Try it: Scan the data below and pick out the lines containing the word "lineWidth".

◆ ◆ ◆ ◆ ◆

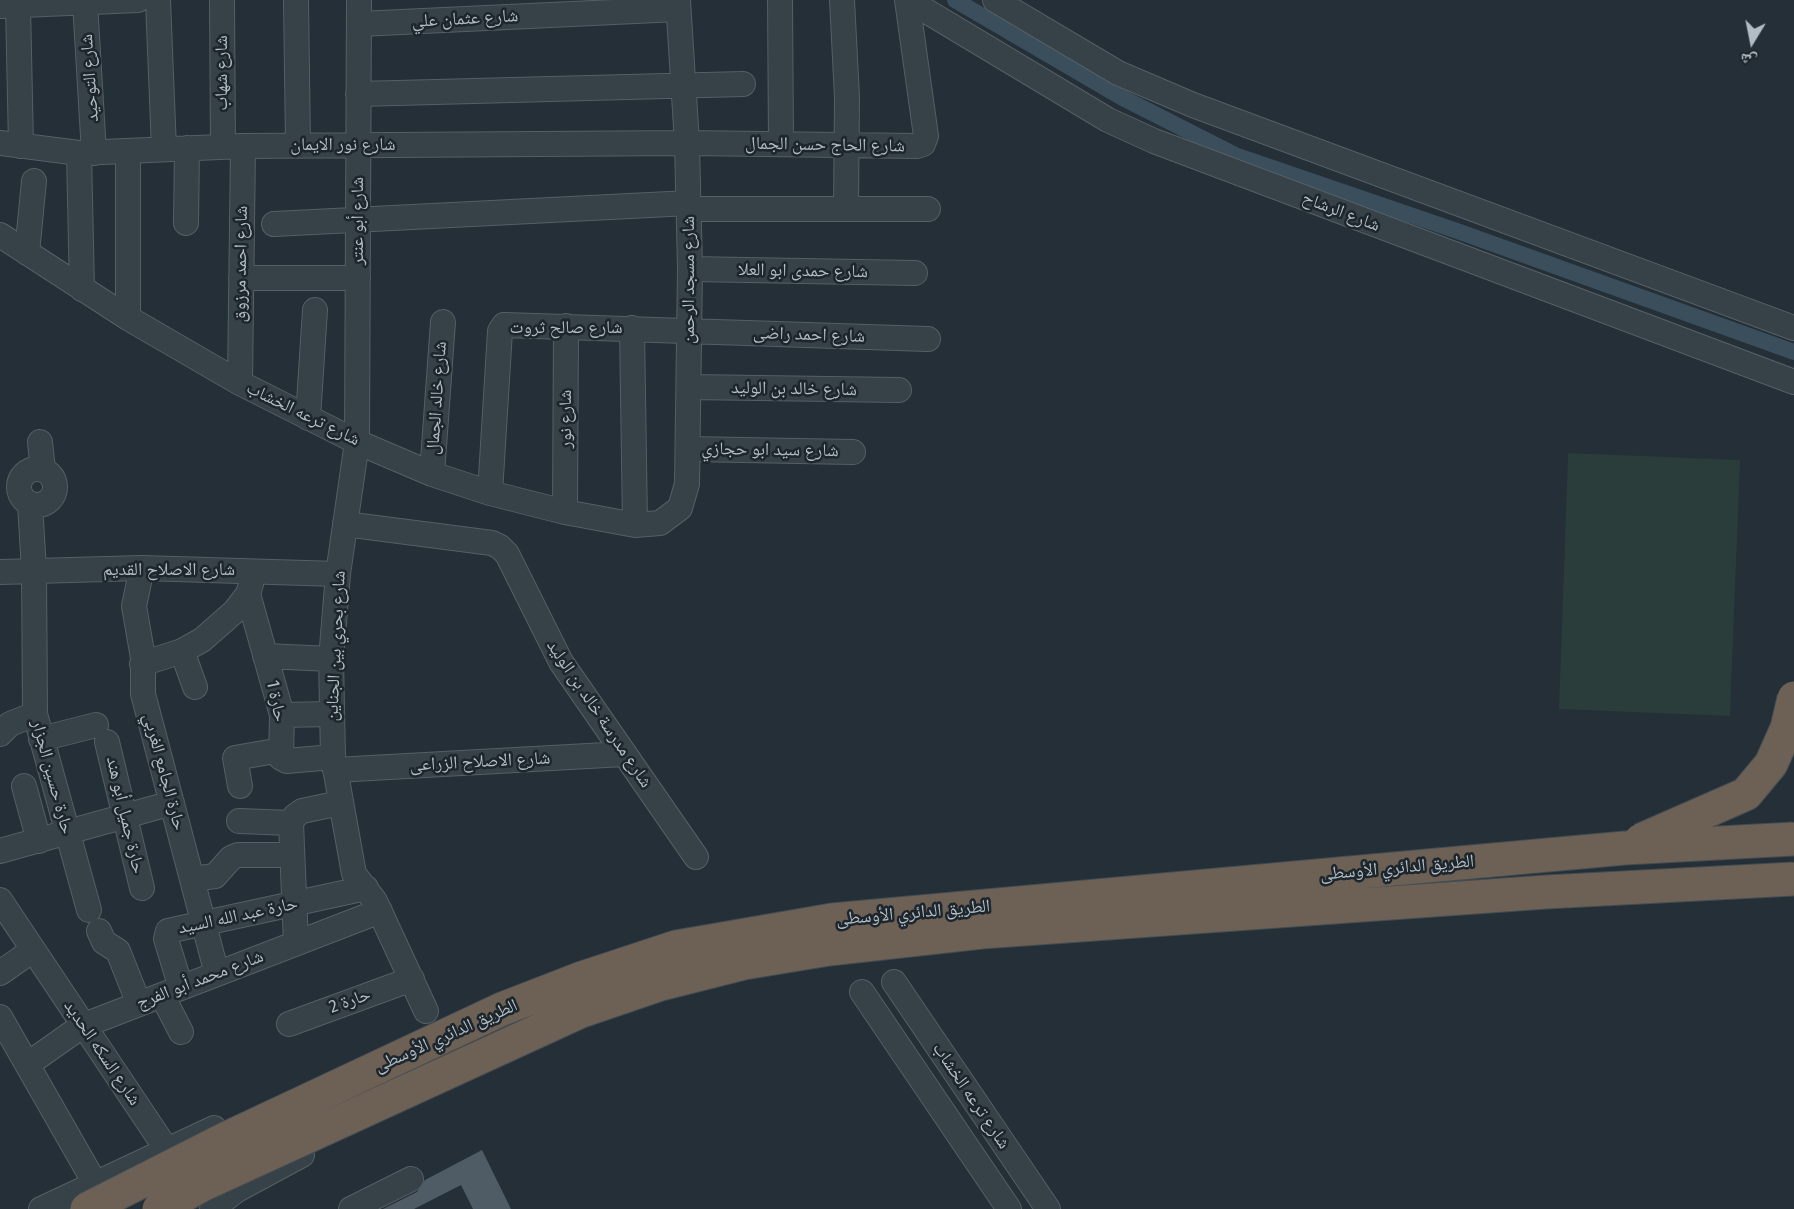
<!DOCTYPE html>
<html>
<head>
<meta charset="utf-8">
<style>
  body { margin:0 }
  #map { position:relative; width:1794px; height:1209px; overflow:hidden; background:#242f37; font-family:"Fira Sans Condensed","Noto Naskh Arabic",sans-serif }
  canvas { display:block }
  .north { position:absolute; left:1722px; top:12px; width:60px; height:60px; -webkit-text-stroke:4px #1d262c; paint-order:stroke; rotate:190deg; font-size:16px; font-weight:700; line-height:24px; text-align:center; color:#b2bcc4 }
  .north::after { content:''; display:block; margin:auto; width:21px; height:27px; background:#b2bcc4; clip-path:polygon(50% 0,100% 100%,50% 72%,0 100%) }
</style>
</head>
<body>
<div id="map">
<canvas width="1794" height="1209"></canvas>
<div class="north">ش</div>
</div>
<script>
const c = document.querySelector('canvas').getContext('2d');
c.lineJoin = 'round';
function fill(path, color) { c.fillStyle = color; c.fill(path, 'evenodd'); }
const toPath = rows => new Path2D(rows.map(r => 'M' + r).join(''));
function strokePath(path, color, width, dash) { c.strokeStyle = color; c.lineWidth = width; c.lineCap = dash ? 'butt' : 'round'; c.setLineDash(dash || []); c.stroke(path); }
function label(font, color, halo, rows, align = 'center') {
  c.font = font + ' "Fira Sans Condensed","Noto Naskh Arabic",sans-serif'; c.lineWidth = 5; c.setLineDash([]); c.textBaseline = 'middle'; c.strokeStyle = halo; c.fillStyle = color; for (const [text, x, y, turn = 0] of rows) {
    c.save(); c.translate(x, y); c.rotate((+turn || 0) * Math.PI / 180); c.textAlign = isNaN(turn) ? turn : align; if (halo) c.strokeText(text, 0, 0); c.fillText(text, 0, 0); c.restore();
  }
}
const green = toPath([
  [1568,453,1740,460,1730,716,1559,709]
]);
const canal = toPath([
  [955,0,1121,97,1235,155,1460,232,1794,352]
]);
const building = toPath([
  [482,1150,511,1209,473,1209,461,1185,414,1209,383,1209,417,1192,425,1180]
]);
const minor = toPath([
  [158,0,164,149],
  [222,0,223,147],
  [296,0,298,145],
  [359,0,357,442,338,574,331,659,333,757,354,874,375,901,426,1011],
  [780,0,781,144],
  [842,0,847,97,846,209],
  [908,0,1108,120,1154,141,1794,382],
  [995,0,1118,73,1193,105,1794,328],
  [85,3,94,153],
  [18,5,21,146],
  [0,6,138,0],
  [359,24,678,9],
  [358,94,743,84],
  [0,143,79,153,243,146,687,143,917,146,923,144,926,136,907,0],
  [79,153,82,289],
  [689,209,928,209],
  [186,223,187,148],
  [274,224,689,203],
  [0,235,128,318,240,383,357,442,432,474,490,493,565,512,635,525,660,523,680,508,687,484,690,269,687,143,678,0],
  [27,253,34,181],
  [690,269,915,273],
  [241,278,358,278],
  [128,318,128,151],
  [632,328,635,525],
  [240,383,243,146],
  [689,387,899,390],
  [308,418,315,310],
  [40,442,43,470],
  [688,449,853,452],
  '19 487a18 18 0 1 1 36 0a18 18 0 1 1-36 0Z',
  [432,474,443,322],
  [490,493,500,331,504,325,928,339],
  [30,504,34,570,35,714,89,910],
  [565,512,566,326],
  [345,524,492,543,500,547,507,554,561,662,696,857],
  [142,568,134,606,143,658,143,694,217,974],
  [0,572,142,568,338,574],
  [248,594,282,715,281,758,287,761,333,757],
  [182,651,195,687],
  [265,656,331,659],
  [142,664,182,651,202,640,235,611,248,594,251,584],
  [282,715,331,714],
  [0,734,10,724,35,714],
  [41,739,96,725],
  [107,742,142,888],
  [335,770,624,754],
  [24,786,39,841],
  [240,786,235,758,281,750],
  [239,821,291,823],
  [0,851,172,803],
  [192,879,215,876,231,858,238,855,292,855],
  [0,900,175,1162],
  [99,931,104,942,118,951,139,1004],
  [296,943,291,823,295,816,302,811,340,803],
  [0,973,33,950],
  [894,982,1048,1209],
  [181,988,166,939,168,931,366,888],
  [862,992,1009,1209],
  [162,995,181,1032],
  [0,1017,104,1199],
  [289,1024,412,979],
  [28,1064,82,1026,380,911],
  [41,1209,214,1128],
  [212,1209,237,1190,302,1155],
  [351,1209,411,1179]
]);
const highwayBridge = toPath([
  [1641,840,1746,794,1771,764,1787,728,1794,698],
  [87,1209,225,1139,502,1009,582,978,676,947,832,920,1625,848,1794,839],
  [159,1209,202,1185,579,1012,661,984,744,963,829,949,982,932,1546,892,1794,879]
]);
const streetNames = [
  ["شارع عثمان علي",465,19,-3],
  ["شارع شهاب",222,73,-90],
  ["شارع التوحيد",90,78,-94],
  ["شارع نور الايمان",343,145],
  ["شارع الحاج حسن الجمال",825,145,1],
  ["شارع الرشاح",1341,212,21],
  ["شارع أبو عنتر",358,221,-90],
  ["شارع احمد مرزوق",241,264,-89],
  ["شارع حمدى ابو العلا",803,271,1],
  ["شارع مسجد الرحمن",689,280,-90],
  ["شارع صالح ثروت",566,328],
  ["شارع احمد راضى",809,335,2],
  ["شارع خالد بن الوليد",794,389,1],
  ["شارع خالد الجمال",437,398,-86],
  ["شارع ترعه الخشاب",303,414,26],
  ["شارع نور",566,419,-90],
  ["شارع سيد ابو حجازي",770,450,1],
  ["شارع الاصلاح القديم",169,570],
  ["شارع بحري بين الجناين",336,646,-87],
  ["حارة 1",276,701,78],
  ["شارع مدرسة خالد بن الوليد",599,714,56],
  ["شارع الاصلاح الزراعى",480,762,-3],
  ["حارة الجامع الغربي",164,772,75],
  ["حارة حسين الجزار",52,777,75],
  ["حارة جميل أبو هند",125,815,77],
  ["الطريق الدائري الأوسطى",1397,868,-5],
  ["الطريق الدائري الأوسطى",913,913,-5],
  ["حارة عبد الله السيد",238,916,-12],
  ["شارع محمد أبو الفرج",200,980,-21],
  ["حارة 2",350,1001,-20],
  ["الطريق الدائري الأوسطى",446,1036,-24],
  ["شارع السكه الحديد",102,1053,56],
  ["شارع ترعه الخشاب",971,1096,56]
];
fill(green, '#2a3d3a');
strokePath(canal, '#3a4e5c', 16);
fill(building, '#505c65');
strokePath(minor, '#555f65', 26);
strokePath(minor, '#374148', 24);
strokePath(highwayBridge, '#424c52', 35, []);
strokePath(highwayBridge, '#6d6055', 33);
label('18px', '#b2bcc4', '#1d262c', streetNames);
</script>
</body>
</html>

◆ ◆ ◆ ◆ ◆

Answer below:
function strokePath(path, color, width, dash) { c.strokeStyle = color; c.lineWidth = width; c.lineCap = dash ? 'butt' : 'round'; c.setLineDash(dash || []); c.stroke(path); }
  c.font = font + ' "Fira Sans Condensed","Noto Naskh Arabic",sans-serif'; c.lineWidth = 5; c.setLineDash([]); c.textBaseline = 'middle'; c.strokeStyle = halo; c.fillStyle = color; for (const [text, x, y, turn = 0] of rows) {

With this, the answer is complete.